The U.S. has 80,000 troops in Europe, a number that’s jumped by more than 25 percent since Russia’s full-scale invasion of Ukraine three years ago. The European pillar of NATO and the U.K. spend about $460 billion per year on defense, about half of the Pentagon’s budget.
Visiting the alliance this week, U.S. Defense Secretary Pete Hegseth said American troops were in Europe for now but that “what happens five or 10 or 15 years from now is part of a larger discussion.”
It wasn’t hard for most Europeans to read between the lines. “It’s clear where the United States is. It’s not in Europe,” said a former NATO official, who like others was granted anonymity to speak candidly about dynamics within the alliance. “Europe is going to realize, ‘Holy shit, we’re on our own.’”

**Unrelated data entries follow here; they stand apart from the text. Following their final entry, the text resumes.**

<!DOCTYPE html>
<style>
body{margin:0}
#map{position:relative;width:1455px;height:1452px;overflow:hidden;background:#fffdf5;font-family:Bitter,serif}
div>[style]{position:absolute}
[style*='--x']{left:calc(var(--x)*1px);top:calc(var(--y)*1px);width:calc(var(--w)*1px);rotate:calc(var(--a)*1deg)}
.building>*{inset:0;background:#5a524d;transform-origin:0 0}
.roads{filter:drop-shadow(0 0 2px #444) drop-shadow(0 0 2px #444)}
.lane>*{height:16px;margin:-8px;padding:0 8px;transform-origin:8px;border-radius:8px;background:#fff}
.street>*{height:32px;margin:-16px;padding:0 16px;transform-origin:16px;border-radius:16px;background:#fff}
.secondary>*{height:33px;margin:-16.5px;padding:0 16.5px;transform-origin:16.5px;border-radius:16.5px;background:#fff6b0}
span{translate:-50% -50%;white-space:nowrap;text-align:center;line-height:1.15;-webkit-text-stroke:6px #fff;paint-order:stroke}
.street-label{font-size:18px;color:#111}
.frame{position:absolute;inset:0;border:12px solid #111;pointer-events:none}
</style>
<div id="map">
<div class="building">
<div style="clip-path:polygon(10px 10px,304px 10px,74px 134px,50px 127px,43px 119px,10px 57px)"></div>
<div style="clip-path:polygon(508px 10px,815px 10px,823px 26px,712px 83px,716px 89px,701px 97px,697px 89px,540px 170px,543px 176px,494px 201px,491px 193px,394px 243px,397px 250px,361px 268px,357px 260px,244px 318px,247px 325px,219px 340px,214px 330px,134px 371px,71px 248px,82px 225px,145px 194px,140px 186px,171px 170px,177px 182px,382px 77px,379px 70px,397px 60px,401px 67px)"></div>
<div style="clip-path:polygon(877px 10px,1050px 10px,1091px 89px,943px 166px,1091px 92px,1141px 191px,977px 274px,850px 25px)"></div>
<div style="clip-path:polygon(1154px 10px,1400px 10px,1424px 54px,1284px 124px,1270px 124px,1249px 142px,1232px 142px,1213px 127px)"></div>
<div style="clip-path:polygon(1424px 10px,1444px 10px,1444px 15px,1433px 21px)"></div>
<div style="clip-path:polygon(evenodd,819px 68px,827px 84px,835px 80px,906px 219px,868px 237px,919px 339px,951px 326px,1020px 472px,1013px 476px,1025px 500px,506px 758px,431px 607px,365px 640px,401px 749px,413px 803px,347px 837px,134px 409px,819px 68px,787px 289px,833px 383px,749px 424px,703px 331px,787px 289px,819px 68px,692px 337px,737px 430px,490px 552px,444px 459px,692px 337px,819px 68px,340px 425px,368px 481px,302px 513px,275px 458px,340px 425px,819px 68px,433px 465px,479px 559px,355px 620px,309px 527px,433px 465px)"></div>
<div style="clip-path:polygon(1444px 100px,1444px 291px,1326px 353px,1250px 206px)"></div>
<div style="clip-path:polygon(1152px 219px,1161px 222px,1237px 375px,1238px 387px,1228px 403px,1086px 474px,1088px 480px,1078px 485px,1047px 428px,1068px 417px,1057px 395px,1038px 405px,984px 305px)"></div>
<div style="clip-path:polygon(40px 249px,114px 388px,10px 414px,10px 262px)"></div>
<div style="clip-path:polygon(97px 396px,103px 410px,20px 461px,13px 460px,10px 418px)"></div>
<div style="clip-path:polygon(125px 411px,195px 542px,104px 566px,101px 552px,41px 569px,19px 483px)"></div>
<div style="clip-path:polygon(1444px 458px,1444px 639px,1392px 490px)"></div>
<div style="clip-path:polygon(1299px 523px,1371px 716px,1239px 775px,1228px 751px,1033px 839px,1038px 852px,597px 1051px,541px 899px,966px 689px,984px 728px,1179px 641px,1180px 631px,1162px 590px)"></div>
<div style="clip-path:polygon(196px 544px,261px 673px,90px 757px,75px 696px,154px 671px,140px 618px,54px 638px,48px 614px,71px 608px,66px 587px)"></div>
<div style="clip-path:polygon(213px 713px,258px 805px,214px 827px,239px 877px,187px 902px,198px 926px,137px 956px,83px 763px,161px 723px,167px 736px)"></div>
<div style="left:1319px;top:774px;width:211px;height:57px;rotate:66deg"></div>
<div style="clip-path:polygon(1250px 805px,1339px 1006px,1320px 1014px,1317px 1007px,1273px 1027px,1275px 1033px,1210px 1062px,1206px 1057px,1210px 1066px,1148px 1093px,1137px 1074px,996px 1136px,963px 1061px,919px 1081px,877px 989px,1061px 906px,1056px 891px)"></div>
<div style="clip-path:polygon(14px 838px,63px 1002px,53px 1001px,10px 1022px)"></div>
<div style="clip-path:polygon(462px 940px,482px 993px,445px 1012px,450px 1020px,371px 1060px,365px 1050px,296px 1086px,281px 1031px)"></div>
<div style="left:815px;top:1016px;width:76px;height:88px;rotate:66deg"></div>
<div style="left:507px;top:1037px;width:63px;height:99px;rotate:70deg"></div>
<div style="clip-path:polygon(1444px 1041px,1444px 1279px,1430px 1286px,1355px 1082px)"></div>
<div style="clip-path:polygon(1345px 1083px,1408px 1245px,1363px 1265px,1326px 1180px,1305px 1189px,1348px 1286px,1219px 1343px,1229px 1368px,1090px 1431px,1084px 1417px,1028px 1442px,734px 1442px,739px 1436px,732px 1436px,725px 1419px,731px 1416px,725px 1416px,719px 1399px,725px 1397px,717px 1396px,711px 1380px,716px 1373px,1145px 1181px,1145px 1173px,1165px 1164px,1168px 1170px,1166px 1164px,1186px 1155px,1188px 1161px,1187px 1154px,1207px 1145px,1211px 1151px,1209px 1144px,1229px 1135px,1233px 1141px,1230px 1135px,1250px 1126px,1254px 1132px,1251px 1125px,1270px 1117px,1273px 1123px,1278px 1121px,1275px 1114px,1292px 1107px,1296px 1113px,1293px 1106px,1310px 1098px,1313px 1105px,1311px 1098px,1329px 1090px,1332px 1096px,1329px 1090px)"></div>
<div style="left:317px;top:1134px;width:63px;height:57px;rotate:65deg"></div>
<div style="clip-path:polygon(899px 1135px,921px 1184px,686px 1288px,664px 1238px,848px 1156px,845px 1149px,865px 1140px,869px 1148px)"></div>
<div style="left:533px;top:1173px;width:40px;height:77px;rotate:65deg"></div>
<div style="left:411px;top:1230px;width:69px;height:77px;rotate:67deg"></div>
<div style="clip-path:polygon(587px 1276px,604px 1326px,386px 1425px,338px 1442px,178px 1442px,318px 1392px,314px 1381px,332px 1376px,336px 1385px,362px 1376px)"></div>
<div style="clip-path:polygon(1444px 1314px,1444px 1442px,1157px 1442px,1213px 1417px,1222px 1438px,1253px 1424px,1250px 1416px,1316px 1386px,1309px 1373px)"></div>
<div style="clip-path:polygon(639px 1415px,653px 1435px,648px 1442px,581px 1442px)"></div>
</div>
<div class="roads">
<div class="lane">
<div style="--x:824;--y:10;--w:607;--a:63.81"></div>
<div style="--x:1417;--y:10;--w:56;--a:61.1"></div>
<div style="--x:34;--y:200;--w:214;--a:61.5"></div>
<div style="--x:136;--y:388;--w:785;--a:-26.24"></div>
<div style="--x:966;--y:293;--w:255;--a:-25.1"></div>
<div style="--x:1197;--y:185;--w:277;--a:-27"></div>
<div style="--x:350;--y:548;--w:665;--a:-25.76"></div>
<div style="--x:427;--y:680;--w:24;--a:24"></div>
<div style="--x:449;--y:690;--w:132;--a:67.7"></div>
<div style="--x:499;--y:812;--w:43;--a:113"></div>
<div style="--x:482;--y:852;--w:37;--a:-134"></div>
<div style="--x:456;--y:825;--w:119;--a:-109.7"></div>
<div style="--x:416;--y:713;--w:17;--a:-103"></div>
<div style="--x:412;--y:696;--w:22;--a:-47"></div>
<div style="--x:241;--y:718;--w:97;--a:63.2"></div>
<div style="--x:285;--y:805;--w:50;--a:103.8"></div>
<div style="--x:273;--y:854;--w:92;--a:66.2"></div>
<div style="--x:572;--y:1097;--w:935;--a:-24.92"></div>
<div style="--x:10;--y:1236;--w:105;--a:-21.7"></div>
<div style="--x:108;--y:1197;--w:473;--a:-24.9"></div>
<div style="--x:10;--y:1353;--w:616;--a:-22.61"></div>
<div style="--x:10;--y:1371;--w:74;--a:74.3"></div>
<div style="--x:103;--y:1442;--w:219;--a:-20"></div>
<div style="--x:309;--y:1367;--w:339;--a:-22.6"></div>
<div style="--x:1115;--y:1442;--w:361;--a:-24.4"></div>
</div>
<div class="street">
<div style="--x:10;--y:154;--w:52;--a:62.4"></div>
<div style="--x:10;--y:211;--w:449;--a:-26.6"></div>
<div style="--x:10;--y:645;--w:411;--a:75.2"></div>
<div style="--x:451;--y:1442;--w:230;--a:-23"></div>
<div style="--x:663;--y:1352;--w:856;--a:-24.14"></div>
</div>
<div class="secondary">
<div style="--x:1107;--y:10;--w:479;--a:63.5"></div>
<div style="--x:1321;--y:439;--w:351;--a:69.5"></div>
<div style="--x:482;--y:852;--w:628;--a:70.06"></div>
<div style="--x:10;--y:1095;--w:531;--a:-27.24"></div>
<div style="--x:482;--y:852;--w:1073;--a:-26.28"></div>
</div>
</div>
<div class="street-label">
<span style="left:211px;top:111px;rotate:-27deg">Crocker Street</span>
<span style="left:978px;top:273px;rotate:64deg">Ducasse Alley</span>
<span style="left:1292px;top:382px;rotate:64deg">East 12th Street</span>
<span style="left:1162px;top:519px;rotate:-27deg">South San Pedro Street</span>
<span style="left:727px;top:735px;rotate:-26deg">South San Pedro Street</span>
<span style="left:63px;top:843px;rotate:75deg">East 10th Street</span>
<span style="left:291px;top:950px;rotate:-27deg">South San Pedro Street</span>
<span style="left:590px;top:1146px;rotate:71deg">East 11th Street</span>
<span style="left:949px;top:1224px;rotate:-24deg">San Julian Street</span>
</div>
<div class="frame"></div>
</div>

At the Munich conference, those debates dominated the event — from the first floor bar to the mezzanine coffee shop in heated pull-asides among diplomats, national leaders and security officials, all trying to make some sense out of the Trump administration’s mixed messages this week.
The debates are so urgent that French President Emmanuel Macron called an emergency meeting of leaders in Paris on Monday, indicating his desire to be a leader on a continent desperately searching for direction.
Ahead of NATO’s annual summit in The Hague this summer, the alliance is going to each of its members to scale up an ambitious new rapid response force that could send 100,000 troops to respond to a Russian attack within 10 days, and up to 500,000 within six months — far beyond anything the British, the French, or the Germans can do on their own.